**RECORDS FOR THE TASK**.

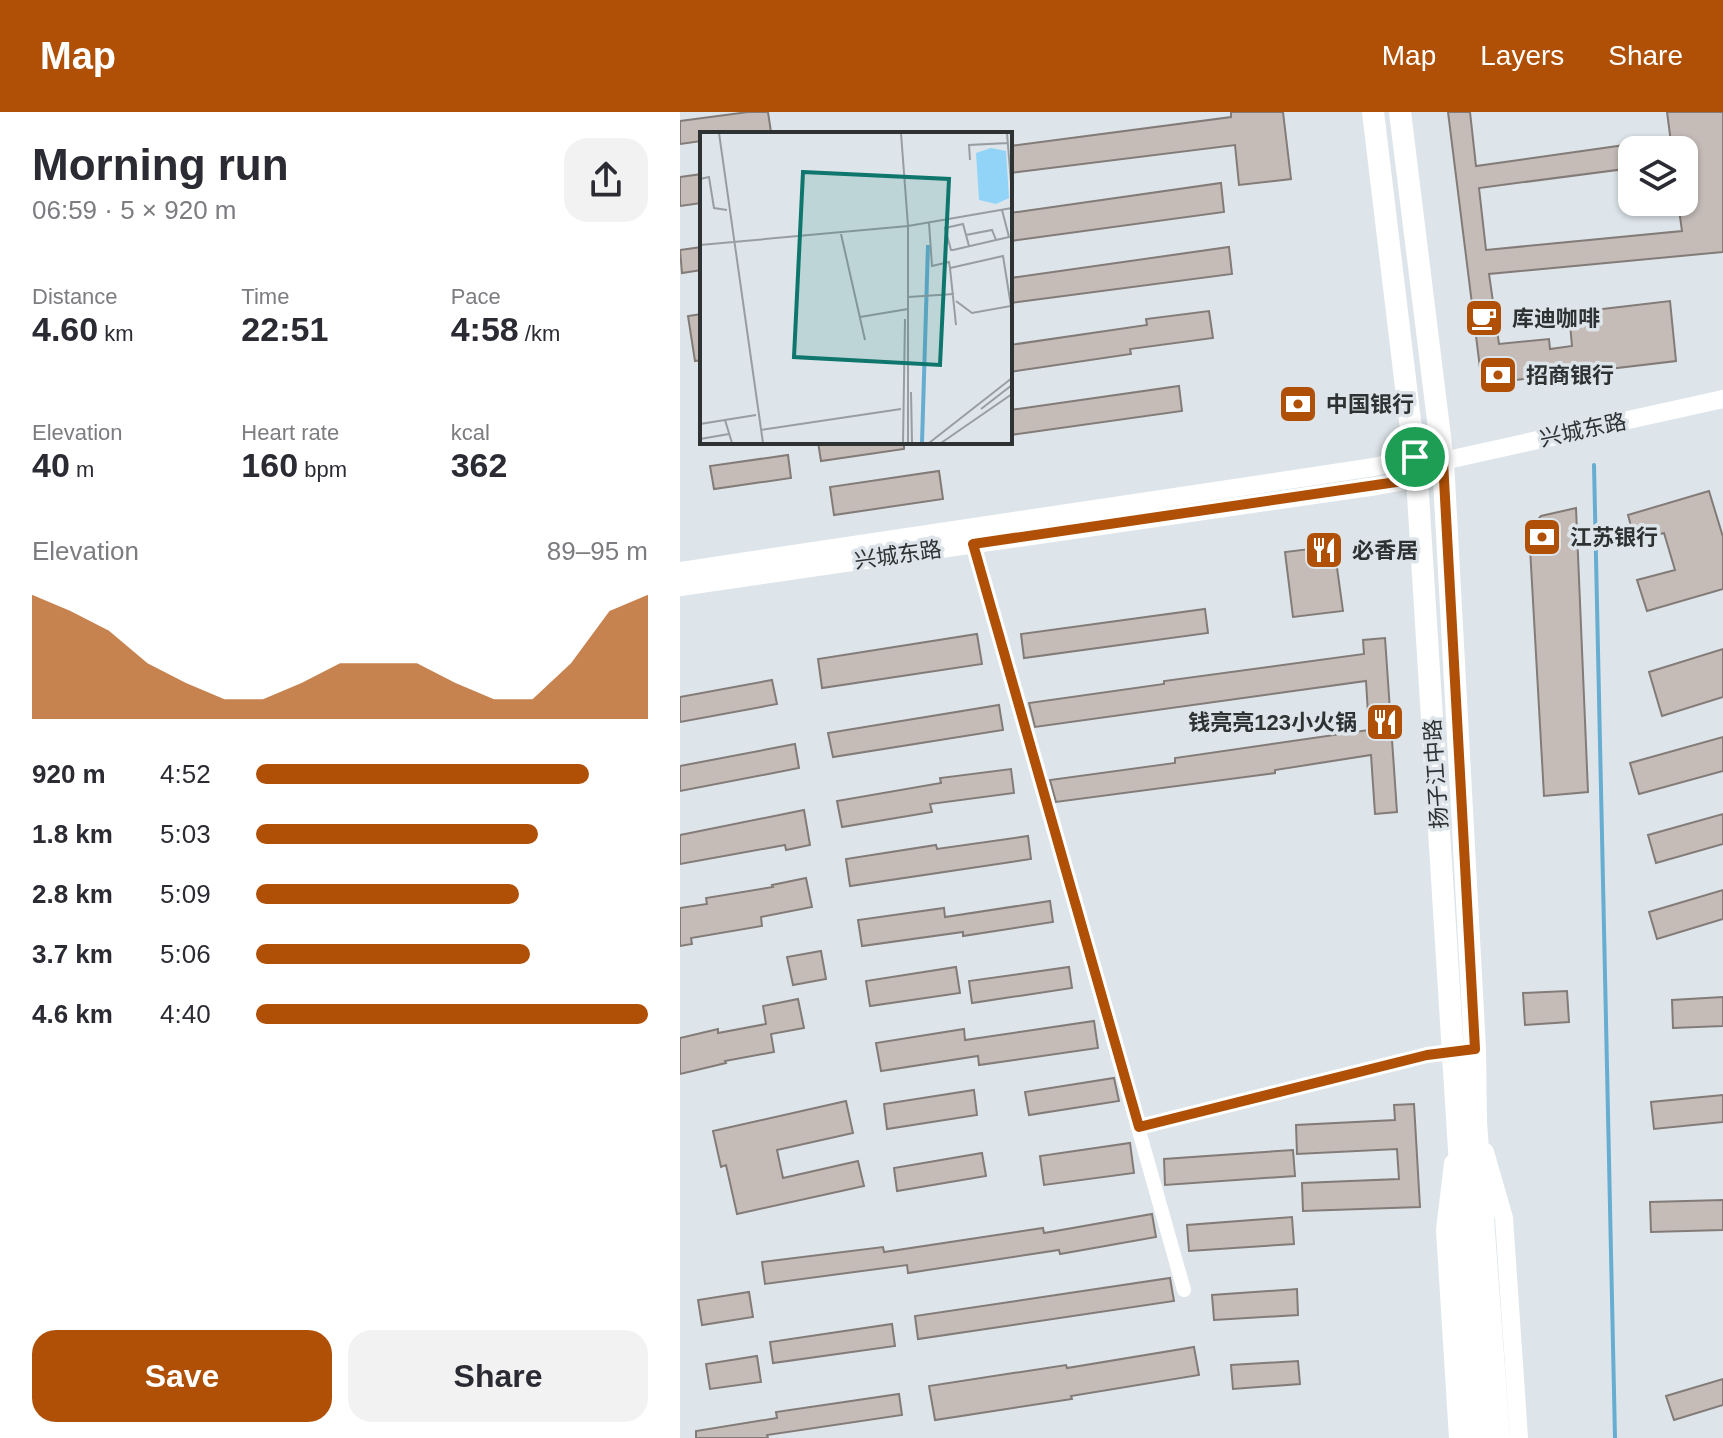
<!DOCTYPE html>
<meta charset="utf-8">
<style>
body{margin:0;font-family:Arial,"Noto Sans SC",sans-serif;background:#f2f2f3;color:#2b2b33;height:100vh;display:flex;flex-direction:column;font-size:30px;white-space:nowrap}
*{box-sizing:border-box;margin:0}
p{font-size:26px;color:#7c7c81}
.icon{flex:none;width:44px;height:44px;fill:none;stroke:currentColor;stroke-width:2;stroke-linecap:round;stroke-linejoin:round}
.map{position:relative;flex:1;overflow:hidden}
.side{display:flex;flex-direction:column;background:#fff;width:680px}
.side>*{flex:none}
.fabs{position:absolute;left:938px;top:24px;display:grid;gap:16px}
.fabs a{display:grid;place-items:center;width:80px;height:80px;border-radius:16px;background:#fff;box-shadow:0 2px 6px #0004;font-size:40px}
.pin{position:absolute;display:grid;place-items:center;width:68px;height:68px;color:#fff;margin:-34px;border:4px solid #fff;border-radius:50%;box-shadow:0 2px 8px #0007}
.round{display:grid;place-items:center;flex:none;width:84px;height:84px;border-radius:24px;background:#f2f2f3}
.headline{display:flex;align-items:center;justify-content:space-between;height:136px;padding:0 32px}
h1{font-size:44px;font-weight:700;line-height:60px}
.metrics{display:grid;grid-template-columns:repeat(3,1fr);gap:12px;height:136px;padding:8px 32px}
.metrics div{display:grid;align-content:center}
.metrics b{font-size:34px;font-weight:700}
.metrics small{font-size:22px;font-weight:400}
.metrics p{font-size:22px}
.chart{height:224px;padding:16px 32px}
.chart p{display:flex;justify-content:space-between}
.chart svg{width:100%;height:144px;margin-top:8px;fill:#b05006;opacity:.7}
.cta{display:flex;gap:16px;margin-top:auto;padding:16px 32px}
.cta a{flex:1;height:92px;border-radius:24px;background:#b05006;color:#fff;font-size:32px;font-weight:700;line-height:92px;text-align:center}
.cta a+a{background:#f2f2f3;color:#2b2b33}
ul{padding:0 32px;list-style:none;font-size:26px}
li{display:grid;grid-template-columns:128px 96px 1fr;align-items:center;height:60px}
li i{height:20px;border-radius:10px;background:#b05006}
header{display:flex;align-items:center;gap:48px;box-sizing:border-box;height:112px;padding:0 40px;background:#b05006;color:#fff}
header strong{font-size:38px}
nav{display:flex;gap:44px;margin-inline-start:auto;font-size:28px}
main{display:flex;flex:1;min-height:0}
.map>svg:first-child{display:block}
</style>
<header>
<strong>Map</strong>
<nav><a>Map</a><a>Layers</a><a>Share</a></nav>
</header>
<main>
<section class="side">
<div class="headline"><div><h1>Morning run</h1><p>06:59 · 5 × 920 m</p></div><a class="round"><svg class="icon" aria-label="share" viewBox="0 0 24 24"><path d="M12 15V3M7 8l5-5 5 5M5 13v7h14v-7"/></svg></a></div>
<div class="metrics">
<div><p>Distance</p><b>4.60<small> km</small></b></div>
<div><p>Time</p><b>22:51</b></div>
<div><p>Pace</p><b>4:58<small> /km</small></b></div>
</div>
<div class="metrics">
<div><p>Elevation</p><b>40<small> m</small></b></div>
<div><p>Heart rate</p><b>160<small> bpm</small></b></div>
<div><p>kcal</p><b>362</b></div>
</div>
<div class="chart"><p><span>Elevation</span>89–95 m</p>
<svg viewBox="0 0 160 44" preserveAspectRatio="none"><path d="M0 44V6L10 11L20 17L30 27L40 33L50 38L60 38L70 33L80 27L90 27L100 27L110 33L120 38L130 38L140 27L150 11L160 6V44z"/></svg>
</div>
<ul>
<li><b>920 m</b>4:52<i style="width:85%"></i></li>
<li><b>1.8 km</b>5:03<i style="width:72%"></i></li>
<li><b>2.8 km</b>5:09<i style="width:67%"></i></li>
<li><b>3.7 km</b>5:06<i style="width:70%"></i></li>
<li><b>4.6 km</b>4:40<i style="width:100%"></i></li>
</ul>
<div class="cta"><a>Save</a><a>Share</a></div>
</section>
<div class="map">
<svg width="1043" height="1326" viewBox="0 0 1043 1326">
<rect width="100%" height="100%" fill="#dde5ea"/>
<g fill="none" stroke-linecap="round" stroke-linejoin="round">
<path stroke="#67add1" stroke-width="4" d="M914,353l21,973"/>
</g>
<path fill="#c5bcb8" stroke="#837b77" stroke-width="2" d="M68,0h20l3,20 -69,2v7l-22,3v-23z
M551,0h52l8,67 -52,6 -4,-40 -225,28v-27l221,-29z
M768,0h22l6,54 156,-22v24l-153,20 7,62 196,-19 -4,-29h6v-52h-12l-5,-38h56v140l-234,22 10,70 50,-5 1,10 22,-3 -3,-33 101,-12 6,60 -194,23z
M22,62v29l-22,3v-29z
M541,71l3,29 -213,29 -1,-28z
M22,135v23l-20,3 -2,-23z
M549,135l3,27 -222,29v-25z
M529,199l4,27 -83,11 1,5 -121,18v-27l137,-20 -1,-6z
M22,202v46l-7,1 -7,-45z
M499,274l3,25 -172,24v-25z
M138,330h86v7l-83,12z
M108,343l3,23 -77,11 -4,-23z
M259,359l4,28 -109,16 -4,-28z
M1029,379l14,46v52l-76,22 -10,-31 38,-10 -11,-37 -29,8 -7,-26z
M896,396l12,284 -44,4 -15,-266 12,-14z
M654,434l9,65 -50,6 -8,-65z
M525,497l3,24 -184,25 -3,-24z
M297,522l5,30 -160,24 -4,-29z
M705,526l12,174 -22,2 -4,-59 -96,15v3l-219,29 -6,-22 125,-17v-5l194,-28 -3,-49 -331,46 -6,-24 135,-19v-3l200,-27 -1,-14z
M1043,537v48l-61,19 -13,-44z
M92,568l5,24 -97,18v-25z
M319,593l4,25 -170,27 -5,-24z
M1043,625v34l-84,23 -9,-31z
M115,632l4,24 -119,23v-25z
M331,657l3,24 -84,11 2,8 -90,15 -5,-26 104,-18 -1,-5z
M124,698l6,35 -24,5 -1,-5 -105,19v-29z
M1043,702v30l-67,19 -8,-28z
M348,724l3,23 -181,27 -4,-27 90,-14 1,4z
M126,766l6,29 -51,10 1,9 -71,12 1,6 -12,2v-38l27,-4 -1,-6 67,-11 -1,-2z
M1043,778v29l-66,20 -8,-27z
M370,789l3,21 -90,14v-4l-101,14 -4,-26 86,-12 1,9z
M141,839l5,28 -33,6 -6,-28z
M276,855l4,26 -90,13 -4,-25z
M389,855l3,21 -100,15 -3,-22z
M887,879l2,31 -44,3 -2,-32z
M1043,885v29l-50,2 -1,-28z
M118,887l6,29 -33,6 3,18 -49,9 1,2 -46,11v-36l38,-9v4l48,-9 -3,-18z
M414,909l4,27 -119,17 -1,-9 -97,15 -5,-28 88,-14 1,11z
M434,966l5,23 -90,14 -4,-23z
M294,978l3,25 -90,14 -3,-25z
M1043,983v27l-69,7 -3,-27z
M166,989l7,32 -76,17 6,28 75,-17 6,25 -127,28 -11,-49 -5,2 -8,-36z
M734,992l6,103 -117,4 -1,-28 97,-4 -2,-30 -100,5 -1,-29 99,-5 -1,-15z
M450,1031l4,30 -90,12 -4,-29z
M613,1038l2,26 -130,9 -1,-26z
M302,1041l4,23 -89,15 -3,-23z
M1043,1088v30l-72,2 -1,-30z
M472,1102l4,23 -96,17 -1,-4 -151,23 -1,-8 -142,19 -3,-22 121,-15 1,5 159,-24 1,5z
M612,1105l2,27 -105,7 -2,-26z
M490,1166l4,23 -256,38 -3,-23z
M617,1177l1,26 -84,5 -2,-25z
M69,1180l4,25 -51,8 -4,-25z
M212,1212l3,22 -122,17 -3,-21z
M514,1235l5,28 -128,21 1,3 -137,21 -6,-34 137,-21 1,3z
M77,1244l4,26 -51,7 -4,-25z
M618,1249l2,23 -67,5 -2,-24z
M1043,1267v26l-49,15 -8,-24z
M219,1282l3,21 -135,20 1,3h-72v-7l81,-13 -1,-6z"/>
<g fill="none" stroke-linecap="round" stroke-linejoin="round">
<path stroke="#fff" stroke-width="14" d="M293,432l211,746
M459,1015l288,-72 31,-5"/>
<path stroke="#fff" stroke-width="18" d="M0,459l694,-104 41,-10 28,4 280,-62
M0,475l697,-101 40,-7 11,-7
M805,1040l19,66 15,220
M773,1051l-8,67 13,208"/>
<path stroke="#fff" stroke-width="22" d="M693,0l44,367 60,959
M720,0l43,349 32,588 1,73 23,316"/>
</g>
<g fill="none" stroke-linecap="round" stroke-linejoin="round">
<g stroke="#fff" stroke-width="16">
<path id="route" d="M735,345l28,4 32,588 -48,6 -288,72 -166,-583 444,-65z"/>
</g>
<use href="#route" stroke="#b05006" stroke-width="10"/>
</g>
<defs>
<g id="cafe-square" transform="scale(2)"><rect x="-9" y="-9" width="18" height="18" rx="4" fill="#b05006" stroke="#dde5ea"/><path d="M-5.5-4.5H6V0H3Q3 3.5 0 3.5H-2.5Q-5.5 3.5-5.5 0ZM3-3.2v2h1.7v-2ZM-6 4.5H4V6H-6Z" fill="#fff"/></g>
<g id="bank-square" transform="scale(2)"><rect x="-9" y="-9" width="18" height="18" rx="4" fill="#b05006" stroke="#dde5ea"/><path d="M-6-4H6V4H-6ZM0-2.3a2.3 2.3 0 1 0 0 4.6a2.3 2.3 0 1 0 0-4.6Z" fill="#fff"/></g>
<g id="restaurant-square" transform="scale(2)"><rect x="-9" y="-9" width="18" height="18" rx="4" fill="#b05006" stroke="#dde5ea"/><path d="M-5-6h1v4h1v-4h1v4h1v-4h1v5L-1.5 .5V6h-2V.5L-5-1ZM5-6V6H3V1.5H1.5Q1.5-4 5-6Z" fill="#fff"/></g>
</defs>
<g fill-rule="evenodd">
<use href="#cafe-square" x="804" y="206"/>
<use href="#bank-square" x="818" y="263"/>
<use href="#bank-square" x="618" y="292"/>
<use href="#bank-square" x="862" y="425"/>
<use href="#restaurant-square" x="644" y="438"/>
<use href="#restaurant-square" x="705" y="610"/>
</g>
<g text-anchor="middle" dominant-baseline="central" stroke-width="7" stroke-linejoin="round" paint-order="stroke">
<g font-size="22" font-weight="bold" fill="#2e3233" stroke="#dde5ea" text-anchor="start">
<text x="832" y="206">库迪咖啡</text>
<text x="846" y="263">招商银行</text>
<text x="646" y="292">中国银行</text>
<text x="890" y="425">江苏银行</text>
<text x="672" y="438">必香居</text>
<text x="677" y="610" text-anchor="end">钱亮亮123小火锅</text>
</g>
<g font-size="22" fill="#2e3233" stroke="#dde5ea">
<text transform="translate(903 318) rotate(-12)">兴城东路</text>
<text transform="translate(218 443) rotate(-8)">兴城东路</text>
<text transform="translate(756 662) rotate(-94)">扬子江中路</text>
</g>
</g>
<g transform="translate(20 20)">
<rect width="312" height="312" fill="#dde5ea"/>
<path d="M291,16l15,3 3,47 -13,6 -17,-4 -3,-47z" fill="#91d4f8"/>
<path fill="none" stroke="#67add1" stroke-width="4" d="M222,311l6,-198"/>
<path fill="none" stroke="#979da1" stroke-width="2" d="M19,1l44,310M201,1l7,93v217M307,1l5,62M270,28l-1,-15 39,-2M0,47l9,-2 5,31 13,2M229,91l3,43 17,-4 1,6M141,102l24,106M266,103l26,-5 4,10M0,113l208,-19 104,-18M269,114l-6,-22 -18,4 6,22h2l56,-13 -7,-27M208,165l46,-3M256,169l16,12 39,-7 -8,-50 -53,12 6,57M160,185l48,-8M211,260l1,51M281,277l31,-24M25,288l7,23M0,292l56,-9M61,298l140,-21M0,307l29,-5M203,311l2,-124M229,311l83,-65M241,311l71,-49"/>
<path fill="#0f766e" fill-opacity="0.15" stroke="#0f766e" stroke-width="4" d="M103,40l146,7 -9,186 -146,-8z"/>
<rect width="312" height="312" fill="none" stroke="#2e3233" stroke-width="4"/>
</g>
</svg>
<div class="fabs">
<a><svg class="icon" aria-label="layers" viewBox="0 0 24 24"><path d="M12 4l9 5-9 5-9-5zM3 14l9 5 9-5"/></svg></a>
</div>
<div class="pin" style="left:735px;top:345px;background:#1e9e55"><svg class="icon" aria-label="arrive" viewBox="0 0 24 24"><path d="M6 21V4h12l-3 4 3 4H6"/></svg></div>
</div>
</main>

**WORK INSTRUCTIONS**. Report the number of lines in the records above that include "position", leaving out any other words.

**SOLVED EXERCISE**. 3